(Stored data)
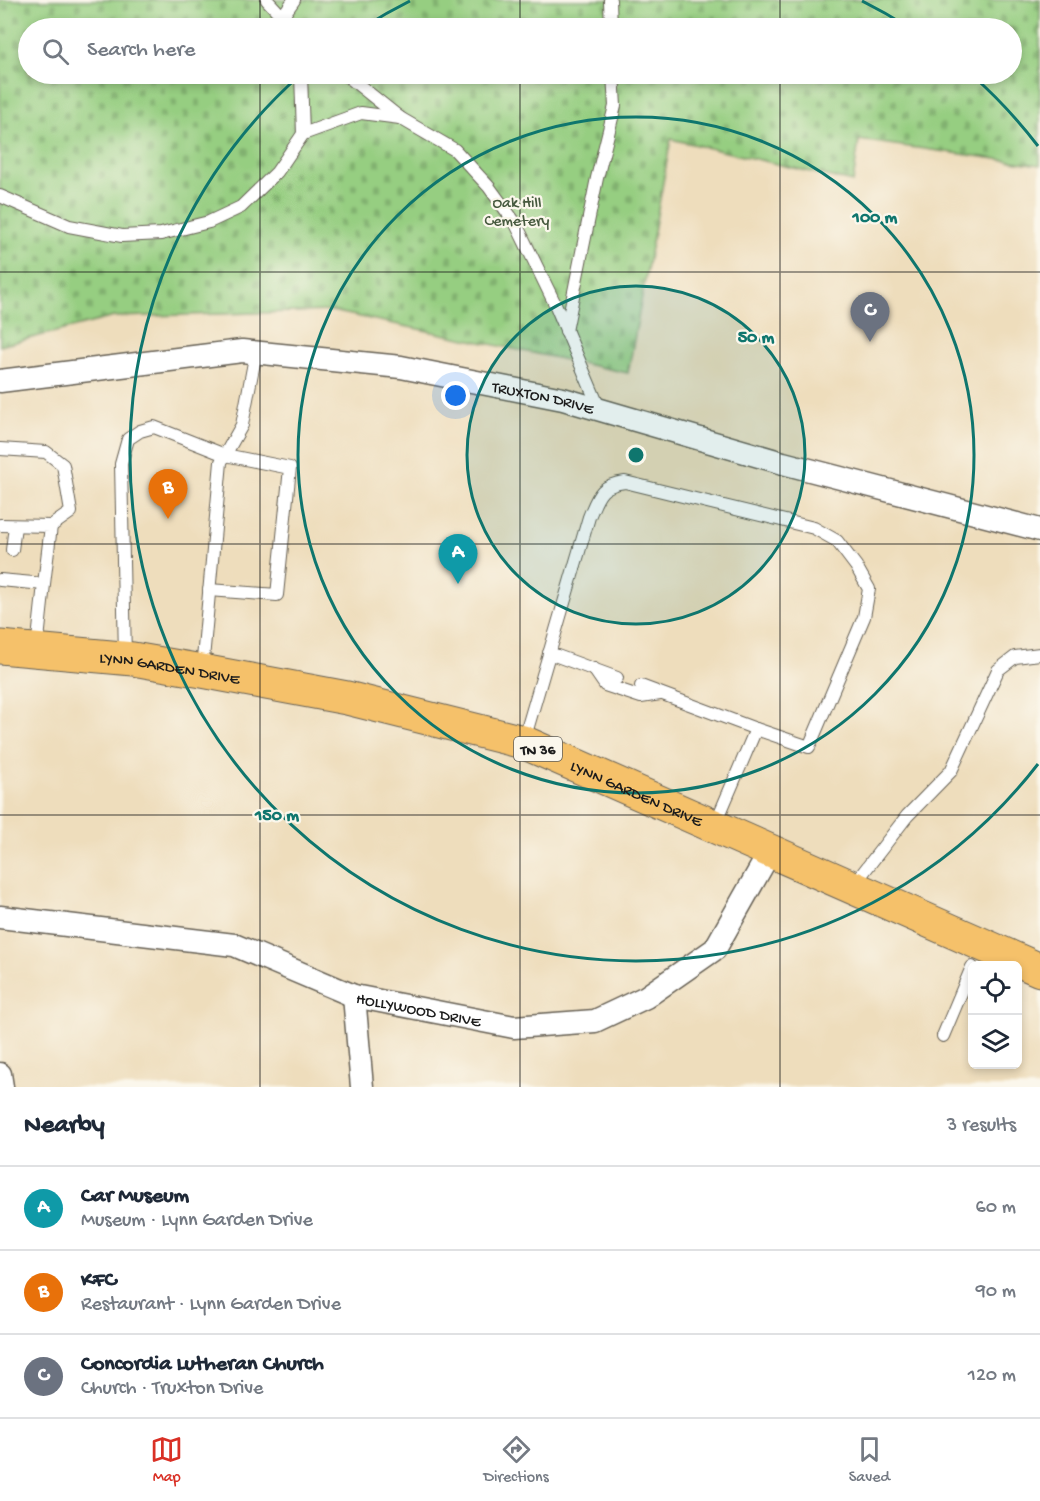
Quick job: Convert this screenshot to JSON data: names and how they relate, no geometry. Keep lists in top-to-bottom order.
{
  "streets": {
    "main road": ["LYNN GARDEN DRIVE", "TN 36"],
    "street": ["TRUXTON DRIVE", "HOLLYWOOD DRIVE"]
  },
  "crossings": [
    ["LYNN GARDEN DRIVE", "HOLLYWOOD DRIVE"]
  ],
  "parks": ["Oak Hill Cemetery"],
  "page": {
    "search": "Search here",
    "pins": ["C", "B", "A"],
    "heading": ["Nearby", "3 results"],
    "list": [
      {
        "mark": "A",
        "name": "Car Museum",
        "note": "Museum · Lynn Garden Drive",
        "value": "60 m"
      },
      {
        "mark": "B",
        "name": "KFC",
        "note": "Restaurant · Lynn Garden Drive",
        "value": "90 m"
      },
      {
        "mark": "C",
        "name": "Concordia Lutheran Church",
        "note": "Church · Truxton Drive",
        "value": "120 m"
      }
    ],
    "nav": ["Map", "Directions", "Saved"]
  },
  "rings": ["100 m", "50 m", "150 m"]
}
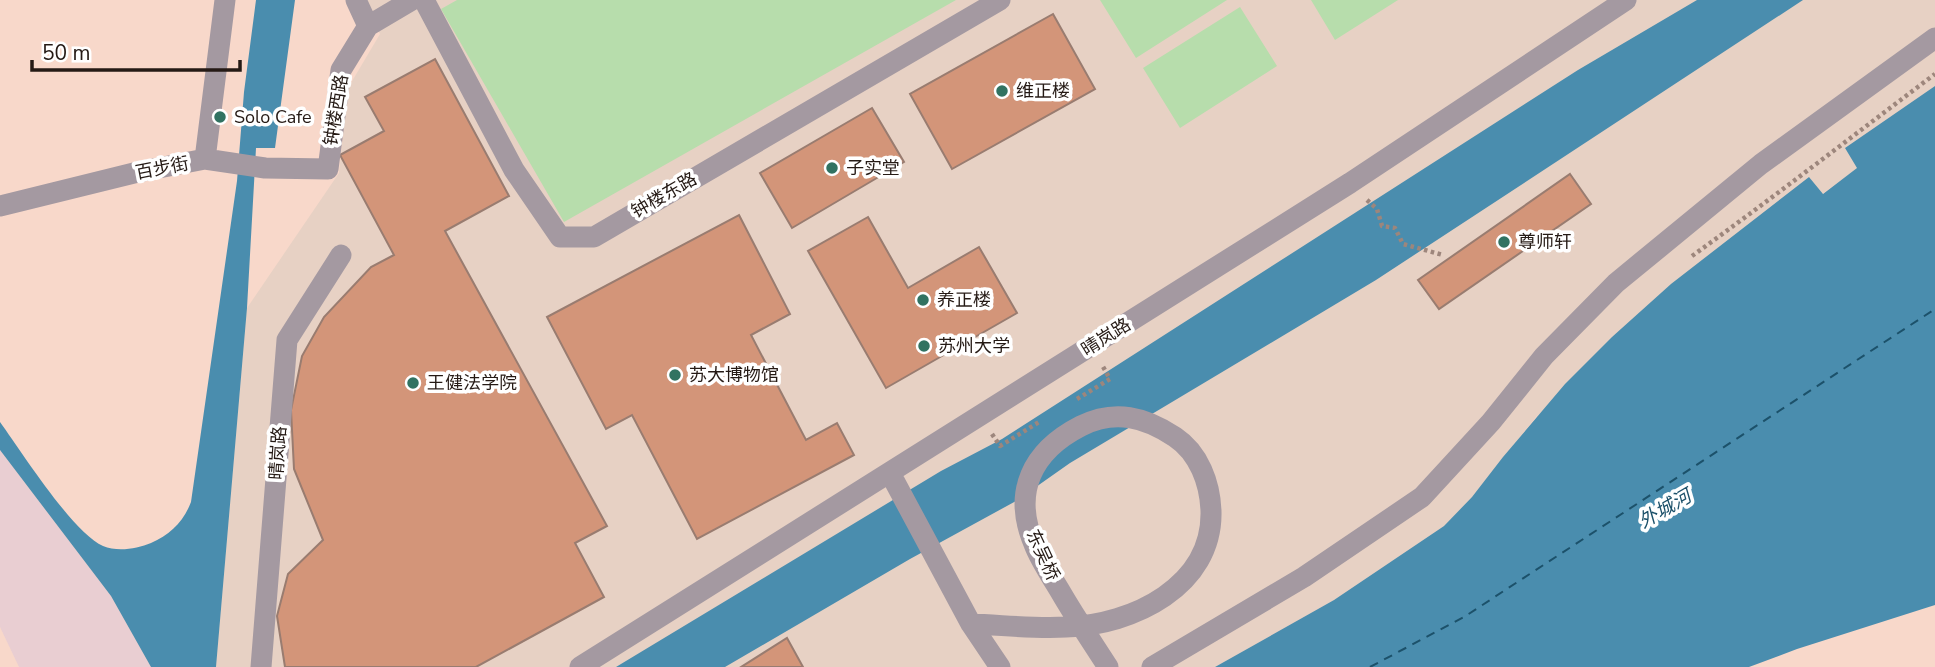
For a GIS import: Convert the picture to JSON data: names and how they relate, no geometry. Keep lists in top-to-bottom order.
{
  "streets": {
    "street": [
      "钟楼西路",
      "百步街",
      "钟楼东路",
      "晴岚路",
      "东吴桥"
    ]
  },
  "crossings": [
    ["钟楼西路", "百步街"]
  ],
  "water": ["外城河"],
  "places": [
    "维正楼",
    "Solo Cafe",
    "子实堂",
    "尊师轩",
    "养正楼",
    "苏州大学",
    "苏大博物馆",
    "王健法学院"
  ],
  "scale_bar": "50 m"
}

Directions for this task:
Skip the pictures and print each record exactly as it stands.

Answer to this exercise:
Quick job: Convert this screenshot to JSON data: names and how they relate, no geometry. Keep lists in top-to-bottom order.
{
  "streets": {
    "main road": ["LYNN GARDEN DRIVE", "TN 36"],
    "street": ["TRUXTON DRIVE", "HOLLYWOOD DRIVE"]
  },
  "crossings": [
    ["LYNN GARDEN DRIVE", "HOLLYWOOD DRIVE"]
  ],
  "parks": ["Oak Hill Cemetery"],
  "page": {
    "search": "Search here",
    "pins": ["C", "B", "A"],
    "heading": ["Nearby", "3 results"],
    "list": [
      {
        "mark": "A",
        "name": "Car Museum",
        "note": "Museum · Lynn Garden Drive",
        "value": "60 m"
      },
      {
        "mark": "B",
        "name": "KFC",
        "note": "Restaurant · Lynn Garden Drive",
        "value": "90 m"
      },
      {
        "mark": "C",
        "name": "Concordia Lutheran Church",
        "note": "Church · Truxton Drive",
        "value": "120 m"
      }
    ],
    "nav": ["Map", "Directions", "Saved"]
  },
  "rings": ["100 m", "50 m", "150 m"]
}
For a GIS import: Convert the picture to JSON data: names and how they relate, no geometry. Keep lists in top-to-bottom order.
{
  "streets": {
    "street": [
      "钟楼西路",
      "百步街",
      "钟楼东路",
      "晴岚路",
      "东吴桥"
    ]
  },
  "crossings": [
    ["钟楼西路", "百步街"]
  ],
  "water": ["外城河"],
  "places": [
    "维正楼",
    "Solo Cafe",
    "子实堂",
    "尊师轩",
    "养正楼",
    "苏州大学",
    "苏大博物馆",
    "王健法学院"
  ],
  "scale_bar": "50 m"
}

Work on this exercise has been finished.